Sheryl Carlos, 56, works three jobs seven days a week in Port St. Lucie, north of West Palm Beach. One is at a nursing home and another at a retirement community; she earns extra income caring for a couple of people in private homes. She makes about $13 an hour.
“Let me tell you something: I don’t have a life,” she said recently as she drove back home in the early morning after finishing a nine-hour shift. “If some jobs were paying you enough, you wouldn’t have to be working like that.”
Nursing home advocates say that most facilities have little control over what other jobs staff have. It is hard to raise wages, they say, when revenue is fixed by the state or Medicare.
“There are really good owners out there who do a good job and try to pay people more,” said Dr. Alice Bonner, who advises on care of older adults at the Institute for Healthcare Improvement. “But if you’re getting mostly Medicaid clients in your nursing home, and you’re getting very little money for those clients, and it’s not covering your costs, then it’s really hard to increase salaries and benefits too.”
In May and early June, one of Vertu and Julceus’ employers, Avante at Lake Worth Rehabilitation and Skilled Nursing, fired them on the grounds that they had violated policy by coming to work even though they had the coronavirus, according to the employees and their union, which has filed grievances over the dismissals.
Both had been tested at their other jobs and had continued working while they waited for their results. They insist they had no way of knowing they were sick; they had no symptoms, and their tests, taken at other workplaces, had not come back yet.
“I didn’t bring in the virus,” said Vertu, who had worked at the facility since 2006. “They call me a criminal. It’s terrible.”
John Hornack, general counsel at Avante Group, said the company could not comment because a union grievance was pending on behalf of the two employees.

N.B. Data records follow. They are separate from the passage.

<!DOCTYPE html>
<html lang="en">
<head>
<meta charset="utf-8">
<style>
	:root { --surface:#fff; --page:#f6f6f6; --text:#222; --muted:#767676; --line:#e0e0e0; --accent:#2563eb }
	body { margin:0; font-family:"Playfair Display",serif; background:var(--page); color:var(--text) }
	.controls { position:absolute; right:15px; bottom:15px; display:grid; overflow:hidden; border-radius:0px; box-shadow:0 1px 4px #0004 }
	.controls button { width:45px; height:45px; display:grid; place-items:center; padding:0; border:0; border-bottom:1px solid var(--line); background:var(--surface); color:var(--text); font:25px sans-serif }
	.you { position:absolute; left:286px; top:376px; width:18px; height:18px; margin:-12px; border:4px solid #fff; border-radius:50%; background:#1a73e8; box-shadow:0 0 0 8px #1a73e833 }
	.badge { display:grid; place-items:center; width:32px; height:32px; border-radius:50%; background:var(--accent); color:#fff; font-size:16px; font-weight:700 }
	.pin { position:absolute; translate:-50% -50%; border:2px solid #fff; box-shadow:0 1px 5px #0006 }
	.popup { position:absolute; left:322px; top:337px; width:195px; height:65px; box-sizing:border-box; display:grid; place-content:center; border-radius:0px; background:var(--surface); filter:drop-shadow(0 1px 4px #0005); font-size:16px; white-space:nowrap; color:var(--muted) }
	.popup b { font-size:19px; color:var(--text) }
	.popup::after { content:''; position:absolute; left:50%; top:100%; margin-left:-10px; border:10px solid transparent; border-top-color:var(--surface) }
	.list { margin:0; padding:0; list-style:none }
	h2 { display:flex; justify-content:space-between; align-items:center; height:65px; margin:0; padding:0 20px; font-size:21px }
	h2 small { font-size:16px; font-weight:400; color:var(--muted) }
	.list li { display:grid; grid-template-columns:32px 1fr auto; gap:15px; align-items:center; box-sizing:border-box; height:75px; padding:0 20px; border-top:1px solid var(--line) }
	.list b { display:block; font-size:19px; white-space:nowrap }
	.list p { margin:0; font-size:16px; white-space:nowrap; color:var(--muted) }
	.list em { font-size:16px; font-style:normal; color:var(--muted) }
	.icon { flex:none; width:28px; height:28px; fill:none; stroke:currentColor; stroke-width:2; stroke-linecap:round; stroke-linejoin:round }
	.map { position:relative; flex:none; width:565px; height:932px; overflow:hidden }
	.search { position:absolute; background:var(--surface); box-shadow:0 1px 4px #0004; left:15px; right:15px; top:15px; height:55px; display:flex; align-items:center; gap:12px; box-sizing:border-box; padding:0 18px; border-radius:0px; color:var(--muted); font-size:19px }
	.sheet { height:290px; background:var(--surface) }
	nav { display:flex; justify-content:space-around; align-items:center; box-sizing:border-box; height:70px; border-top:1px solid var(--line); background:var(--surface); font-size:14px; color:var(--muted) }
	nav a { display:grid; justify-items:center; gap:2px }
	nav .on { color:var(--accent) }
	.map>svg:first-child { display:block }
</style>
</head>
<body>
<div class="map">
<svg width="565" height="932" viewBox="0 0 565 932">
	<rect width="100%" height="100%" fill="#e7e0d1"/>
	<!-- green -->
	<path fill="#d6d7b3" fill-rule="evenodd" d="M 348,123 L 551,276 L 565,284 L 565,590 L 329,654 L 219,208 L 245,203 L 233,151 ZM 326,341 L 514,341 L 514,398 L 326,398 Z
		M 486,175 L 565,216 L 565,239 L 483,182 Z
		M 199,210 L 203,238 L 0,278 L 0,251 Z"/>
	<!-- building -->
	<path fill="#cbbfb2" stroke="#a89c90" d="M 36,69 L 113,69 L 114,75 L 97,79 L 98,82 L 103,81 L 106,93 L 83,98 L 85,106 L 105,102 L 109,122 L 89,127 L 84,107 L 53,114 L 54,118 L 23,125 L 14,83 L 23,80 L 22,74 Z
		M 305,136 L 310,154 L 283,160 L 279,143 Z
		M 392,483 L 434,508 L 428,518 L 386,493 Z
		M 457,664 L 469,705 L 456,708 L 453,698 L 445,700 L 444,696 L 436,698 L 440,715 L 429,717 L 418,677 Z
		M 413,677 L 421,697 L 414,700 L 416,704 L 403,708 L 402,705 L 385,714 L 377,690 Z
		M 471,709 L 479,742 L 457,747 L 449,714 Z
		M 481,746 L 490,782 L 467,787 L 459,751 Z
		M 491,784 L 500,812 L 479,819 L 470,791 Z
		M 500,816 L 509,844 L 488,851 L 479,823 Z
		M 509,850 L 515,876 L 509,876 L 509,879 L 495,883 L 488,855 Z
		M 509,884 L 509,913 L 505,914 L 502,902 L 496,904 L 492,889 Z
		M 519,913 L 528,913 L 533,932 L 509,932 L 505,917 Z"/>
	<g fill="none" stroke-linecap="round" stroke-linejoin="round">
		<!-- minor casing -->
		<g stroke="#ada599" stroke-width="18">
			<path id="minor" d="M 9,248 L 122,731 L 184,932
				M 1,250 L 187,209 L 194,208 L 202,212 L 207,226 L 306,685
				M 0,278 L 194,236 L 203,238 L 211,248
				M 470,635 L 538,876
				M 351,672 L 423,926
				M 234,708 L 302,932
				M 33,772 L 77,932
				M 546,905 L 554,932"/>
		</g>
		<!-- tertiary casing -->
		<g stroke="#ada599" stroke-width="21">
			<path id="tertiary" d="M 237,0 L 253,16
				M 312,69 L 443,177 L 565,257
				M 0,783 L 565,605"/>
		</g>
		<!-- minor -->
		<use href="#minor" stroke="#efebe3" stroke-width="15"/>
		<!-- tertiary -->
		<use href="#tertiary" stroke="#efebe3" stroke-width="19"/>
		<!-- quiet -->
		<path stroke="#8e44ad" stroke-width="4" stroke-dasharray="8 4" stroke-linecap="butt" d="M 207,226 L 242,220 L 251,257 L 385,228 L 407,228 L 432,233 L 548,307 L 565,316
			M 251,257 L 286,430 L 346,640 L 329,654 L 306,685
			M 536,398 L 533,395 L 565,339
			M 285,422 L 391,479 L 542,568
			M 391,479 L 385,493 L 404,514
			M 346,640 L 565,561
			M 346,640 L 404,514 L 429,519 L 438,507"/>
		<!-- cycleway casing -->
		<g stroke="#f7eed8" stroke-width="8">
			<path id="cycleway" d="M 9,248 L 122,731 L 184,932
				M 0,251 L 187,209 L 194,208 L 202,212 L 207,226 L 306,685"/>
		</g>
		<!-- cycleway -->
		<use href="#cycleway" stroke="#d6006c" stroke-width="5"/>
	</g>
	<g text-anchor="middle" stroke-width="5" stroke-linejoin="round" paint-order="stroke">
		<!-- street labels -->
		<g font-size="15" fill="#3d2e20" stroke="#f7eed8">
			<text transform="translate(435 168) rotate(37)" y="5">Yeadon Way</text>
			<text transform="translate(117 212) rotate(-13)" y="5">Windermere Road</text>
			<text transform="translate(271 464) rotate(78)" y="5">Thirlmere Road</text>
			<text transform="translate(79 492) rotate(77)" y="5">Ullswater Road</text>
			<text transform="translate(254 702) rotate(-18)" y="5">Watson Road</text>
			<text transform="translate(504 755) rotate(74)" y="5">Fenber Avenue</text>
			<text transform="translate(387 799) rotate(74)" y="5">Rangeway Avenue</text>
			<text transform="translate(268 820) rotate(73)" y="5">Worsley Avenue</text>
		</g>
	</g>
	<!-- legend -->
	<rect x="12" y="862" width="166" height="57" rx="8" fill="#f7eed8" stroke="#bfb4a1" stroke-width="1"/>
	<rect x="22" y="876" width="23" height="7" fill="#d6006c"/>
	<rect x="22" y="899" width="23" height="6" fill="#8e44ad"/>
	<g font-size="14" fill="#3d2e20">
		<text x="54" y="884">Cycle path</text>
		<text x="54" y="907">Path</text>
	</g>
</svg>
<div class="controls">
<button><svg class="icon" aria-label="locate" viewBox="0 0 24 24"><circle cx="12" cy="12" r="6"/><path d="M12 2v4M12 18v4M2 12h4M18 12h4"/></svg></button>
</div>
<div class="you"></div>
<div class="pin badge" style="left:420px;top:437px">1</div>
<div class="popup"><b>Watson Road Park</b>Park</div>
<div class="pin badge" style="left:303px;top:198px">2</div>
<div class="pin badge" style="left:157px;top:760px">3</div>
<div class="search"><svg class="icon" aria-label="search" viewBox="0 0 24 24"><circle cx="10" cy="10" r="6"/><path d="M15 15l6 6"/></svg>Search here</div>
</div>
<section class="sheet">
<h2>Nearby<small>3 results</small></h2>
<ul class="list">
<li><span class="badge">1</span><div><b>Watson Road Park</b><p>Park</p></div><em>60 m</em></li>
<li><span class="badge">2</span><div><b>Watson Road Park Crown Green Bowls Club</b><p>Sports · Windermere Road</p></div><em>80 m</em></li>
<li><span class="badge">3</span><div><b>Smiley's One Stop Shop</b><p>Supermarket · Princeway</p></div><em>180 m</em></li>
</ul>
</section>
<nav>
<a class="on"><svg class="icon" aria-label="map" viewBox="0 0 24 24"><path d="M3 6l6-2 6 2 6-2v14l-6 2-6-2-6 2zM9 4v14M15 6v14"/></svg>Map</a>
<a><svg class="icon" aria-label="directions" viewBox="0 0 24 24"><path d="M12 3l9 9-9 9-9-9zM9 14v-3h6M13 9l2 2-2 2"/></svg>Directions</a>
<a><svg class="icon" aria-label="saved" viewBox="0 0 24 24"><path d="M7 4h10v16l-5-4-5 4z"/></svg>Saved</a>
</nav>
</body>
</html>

Some of those working at multiple nursing homes said they felt that the residents needed them during the pandemic more than ever.

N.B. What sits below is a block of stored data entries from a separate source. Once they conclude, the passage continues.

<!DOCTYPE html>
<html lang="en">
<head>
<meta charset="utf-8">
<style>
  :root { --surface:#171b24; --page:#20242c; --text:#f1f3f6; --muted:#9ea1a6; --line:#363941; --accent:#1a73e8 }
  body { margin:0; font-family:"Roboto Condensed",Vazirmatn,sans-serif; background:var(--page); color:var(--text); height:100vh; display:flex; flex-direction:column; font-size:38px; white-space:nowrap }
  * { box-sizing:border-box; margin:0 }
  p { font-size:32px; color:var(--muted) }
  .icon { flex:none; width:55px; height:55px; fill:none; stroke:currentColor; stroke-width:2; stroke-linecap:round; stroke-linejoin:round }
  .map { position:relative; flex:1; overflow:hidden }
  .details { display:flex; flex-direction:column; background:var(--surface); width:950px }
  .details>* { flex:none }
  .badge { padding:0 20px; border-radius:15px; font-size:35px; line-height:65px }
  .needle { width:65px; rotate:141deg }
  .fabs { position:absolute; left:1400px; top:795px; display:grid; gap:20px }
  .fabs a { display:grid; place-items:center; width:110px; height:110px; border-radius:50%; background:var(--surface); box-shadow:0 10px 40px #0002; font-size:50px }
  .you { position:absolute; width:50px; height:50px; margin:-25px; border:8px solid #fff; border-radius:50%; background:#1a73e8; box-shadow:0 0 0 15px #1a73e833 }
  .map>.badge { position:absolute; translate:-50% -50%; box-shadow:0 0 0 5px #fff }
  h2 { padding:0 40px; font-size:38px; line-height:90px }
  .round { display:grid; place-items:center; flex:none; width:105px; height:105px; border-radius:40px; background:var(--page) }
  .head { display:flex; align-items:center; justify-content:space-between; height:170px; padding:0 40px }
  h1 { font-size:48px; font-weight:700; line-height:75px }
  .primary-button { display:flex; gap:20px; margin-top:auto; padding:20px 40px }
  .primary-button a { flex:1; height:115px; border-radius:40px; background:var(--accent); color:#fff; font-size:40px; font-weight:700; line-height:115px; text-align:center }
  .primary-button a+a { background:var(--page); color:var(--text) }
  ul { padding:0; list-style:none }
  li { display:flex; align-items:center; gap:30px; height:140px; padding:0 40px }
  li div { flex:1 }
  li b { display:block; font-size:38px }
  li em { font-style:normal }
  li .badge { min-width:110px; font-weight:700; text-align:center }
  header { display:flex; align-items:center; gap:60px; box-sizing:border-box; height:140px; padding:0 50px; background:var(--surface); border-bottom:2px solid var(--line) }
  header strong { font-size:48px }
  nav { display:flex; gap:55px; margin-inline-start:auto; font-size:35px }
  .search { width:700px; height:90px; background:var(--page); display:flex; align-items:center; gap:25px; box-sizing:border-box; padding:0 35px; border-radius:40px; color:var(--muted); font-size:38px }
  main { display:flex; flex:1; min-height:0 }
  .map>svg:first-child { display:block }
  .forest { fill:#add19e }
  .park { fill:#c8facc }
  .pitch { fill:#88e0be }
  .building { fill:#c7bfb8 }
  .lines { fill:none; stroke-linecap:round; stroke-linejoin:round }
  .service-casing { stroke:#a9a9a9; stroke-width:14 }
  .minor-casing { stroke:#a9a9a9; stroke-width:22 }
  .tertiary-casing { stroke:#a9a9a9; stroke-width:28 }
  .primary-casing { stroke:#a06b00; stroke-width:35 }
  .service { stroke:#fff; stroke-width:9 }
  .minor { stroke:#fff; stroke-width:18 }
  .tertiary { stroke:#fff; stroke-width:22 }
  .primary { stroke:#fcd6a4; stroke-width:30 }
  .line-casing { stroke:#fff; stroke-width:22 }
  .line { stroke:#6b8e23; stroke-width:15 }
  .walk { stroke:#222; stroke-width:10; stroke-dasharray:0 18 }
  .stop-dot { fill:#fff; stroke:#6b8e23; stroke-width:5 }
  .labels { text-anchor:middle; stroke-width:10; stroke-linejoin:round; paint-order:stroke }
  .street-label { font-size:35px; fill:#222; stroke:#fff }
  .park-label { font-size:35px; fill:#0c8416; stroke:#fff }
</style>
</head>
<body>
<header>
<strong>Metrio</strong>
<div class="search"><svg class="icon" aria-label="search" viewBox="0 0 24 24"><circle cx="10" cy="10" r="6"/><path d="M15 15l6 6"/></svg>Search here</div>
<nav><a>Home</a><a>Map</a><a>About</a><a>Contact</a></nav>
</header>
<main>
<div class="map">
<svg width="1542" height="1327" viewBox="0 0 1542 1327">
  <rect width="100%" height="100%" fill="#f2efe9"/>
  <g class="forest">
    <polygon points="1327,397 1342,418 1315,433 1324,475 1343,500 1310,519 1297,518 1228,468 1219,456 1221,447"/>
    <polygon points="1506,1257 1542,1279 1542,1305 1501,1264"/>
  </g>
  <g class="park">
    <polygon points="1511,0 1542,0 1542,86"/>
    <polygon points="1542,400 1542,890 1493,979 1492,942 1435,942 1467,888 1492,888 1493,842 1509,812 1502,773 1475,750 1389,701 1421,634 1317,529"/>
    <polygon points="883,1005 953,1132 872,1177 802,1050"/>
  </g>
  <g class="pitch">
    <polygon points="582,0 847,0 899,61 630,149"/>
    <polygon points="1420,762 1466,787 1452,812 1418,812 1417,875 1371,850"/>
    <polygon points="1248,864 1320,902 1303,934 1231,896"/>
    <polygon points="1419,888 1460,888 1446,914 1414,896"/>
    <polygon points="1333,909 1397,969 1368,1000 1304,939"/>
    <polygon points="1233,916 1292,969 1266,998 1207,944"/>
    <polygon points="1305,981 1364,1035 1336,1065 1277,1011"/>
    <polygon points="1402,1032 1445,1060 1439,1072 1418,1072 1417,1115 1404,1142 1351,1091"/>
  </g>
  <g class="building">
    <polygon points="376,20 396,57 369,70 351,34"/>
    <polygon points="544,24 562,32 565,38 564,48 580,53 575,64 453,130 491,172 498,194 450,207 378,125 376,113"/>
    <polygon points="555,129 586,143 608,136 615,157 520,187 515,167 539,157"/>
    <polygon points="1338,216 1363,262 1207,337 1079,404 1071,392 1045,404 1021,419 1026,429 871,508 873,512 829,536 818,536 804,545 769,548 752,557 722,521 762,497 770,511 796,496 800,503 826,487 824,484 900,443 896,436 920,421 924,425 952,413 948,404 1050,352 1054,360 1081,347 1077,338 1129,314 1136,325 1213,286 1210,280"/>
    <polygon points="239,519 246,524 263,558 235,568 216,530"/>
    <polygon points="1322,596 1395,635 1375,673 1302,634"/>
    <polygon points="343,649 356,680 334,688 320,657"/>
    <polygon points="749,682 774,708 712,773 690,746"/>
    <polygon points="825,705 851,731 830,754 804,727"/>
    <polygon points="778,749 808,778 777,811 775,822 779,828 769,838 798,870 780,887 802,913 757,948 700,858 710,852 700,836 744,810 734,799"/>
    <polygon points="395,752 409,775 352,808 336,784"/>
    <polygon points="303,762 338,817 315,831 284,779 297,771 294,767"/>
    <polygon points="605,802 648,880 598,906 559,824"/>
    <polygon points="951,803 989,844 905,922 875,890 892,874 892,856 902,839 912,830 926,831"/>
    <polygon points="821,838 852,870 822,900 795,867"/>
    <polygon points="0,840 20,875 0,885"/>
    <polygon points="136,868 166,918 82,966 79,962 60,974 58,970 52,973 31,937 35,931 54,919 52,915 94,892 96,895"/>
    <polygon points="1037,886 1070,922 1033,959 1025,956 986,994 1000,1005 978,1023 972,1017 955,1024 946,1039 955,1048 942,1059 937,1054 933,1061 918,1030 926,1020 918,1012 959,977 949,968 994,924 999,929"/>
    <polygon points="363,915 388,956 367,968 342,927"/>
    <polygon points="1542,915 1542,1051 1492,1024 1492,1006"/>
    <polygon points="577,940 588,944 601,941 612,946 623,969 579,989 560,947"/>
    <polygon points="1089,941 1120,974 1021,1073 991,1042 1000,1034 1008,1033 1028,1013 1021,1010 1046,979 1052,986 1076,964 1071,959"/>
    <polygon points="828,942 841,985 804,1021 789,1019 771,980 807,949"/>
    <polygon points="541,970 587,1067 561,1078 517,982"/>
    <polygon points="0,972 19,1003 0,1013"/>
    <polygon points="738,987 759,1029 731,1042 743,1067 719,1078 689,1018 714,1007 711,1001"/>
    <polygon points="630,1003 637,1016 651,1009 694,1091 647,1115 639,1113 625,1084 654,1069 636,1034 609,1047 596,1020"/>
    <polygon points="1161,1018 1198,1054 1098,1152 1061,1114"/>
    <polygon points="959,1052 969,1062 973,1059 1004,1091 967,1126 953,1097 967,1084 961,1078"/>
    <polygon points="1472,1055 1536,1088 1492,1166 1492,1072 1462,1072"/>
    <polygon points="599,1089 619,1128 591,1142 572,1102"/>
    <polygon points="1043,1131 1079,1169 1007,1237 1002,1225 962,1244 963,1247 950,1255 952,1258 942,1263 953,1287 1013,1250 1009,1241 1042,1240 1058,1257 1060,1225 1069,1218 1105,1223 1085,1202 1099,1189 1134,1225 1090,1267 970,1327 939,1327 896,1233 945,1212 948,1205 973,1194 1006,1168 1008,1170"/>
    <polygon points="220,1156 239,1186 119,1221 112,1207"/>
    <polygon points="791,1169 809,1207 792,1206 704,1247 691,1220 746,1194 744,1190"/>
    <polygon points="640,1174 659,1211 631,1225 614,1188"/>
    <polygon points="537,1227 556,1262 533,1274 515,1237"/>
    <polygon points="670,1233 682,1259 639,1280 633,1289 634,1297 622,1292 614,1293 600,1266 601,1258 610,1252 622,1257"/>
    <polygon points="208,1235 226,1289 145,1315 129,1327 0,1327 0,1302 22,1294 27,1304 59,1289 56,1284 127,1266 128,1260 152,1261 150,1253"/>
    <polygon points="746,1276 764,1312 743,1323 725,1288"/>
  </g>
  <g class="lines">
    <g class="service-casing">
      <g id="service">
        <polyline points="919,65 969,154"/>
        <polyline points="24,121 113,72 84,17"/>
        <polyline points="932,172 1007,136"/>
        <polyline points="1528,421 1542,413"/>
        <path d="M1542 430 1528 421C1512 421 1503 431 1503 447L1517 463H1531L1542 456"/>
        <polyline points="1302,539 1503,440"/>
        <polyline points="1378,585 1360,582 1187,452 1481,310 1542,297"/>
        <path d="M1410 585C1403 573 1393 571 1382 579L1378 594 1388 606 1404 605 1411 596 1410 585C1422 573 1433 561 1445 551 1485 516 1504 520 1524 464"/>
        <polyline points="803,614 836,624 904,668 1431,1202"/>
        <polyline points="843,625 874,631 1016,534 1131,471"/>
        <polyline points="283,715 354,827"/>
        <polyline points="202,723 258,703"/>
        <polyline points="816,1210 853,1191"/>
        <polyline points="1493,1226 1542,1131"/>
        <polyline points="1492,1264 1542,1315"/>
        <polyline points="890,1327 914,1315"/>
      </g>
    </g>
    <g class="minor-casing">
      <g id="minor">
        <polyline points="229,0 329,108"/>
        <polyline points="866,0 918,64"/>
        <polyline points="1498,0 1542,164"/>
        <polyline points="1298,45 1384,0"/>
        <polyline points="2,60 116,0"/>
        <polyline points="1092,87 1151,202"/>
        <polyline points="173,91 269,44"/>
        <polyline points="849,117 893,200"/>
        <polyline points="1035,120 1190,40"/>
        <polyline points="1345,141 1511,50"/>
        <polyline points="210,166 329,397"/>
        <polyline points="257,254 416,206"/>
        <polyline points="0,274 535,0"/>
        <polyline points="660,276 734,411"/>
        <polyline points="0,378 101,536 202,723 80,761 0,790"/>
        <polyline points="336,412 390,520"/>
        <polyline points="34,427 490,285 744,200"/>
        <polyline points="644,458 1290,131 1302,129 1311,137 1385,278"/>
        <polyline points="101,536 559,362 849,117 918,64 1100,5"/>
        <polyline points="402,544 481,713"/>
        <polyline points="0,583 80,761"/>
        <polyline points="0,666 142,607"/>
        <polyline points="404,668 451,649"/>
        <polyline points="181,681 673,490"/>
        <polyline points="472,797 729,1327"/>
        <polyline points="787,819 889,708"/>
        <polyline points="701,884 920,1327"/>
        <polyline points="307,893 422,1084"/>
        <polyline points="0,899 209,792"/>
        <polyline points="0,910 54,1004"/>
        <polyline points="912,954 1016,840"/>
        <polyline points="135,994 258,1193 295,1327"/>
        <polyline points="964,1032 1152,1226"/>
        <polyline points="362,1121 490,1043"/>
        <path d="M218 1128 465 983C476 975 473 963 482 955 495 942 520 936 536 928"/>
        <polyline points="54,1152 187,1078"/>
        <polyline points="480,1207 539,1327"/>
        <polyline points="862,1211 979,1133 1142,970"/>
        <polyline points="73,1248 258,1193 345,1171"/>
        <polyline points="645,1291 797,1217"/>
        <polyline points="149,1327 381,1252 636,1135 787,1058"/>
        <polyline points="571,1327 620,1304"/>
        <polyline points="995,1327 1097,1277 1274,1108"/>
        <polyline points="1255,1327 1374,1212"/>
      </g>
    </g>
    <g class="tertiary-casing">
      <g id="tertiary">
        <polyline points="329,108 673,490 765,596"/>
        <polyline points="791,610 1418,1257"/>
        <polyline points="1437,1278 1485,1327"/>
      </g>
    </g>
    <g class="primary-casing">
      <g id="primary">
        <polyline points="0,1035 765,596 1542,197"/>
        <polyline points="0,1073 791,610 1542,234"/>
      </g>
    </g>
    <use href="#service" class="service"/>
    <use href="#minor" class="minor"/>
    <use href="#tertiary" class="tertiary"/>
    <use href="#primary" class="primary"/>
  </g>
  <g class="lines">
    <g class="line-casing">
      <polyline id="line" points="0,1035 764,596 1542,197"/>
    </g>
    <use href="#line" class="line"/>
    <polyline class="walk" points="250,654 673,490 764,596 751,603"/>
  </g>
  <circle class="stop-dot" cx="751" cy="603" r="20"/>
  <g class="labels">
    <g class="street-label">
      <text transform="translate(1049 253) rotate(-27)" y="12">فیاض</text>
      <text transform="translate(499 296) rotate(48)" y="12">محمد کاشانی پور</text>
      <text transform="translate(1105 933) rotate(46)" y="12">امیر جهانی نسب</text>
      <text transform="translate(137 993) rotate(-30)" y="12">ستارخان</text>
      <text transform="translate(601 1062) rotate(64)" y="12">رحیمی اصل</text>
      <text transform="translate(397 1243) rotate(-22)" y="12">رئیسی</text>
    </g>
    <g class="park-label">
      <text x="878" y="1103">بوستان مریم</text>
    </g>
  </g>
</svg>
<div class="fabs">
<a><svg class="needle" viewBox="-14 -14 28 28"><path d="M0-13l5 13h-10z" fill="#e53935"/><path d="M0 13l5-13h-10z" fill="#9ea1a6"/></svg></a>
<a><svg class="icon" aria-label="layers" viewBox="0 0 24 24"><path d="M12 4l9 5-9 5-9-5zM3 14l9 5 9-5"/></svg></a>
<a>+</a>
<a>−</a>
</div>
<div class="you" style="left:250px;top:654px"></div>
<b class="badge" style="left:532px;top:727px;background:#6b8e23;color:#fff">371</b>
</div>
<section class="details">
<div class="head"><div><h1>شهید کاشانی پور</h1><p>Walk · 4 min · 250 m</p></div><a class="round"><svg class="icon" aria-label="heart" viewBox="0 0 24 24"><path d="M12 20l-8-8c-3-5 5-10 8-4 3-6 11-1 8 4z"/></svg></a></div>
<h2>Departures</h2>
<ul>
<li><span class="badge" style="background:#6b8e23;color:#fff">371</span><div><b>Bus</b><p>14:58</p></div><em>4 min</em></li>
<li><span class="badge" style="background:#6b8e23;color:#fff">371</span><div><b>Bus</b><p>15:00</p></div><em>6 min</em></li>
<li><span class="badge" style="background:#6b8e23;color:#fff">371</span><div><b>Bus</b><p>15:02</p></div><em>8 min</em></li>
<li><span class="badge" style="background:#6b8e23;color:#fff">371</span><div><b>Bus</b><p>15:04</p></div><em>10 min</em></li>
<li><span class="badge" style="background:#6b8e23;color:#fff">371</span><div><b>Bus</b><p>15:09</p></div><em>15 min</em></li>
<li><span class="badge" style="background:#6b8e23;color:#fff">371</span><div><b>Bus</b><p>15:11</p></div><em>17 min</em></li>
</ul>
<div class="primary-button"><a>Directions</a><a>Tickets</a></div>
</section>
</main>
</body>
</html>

Margalie Williams, 62, a certified nurse in Miami, has survived breast cancer, three strokes and, most recently, the coronavirus.
Williams said she believed she contracted the coronavirus in early March, after an 80-year-old resident she took care of at Golden Glades developed a high fever.
She was sent to the hospital, where she got tested, and came back. As she waited to receive her results, Williams continued treating her, and after her shift at Golden Glades was over, she went to her next job at Miami Shores.
Soon, Williams started feeling unwell too. When she got tested a few days later, the result came back positive.
Her recovery took nearly five months, but now she is back at her two nursing home jobs. The residents need her, she said.
“If they don’t see you one day, they tell you, ‘Oh, Maggie, I miss you,’” she said. “You can’t leave them.”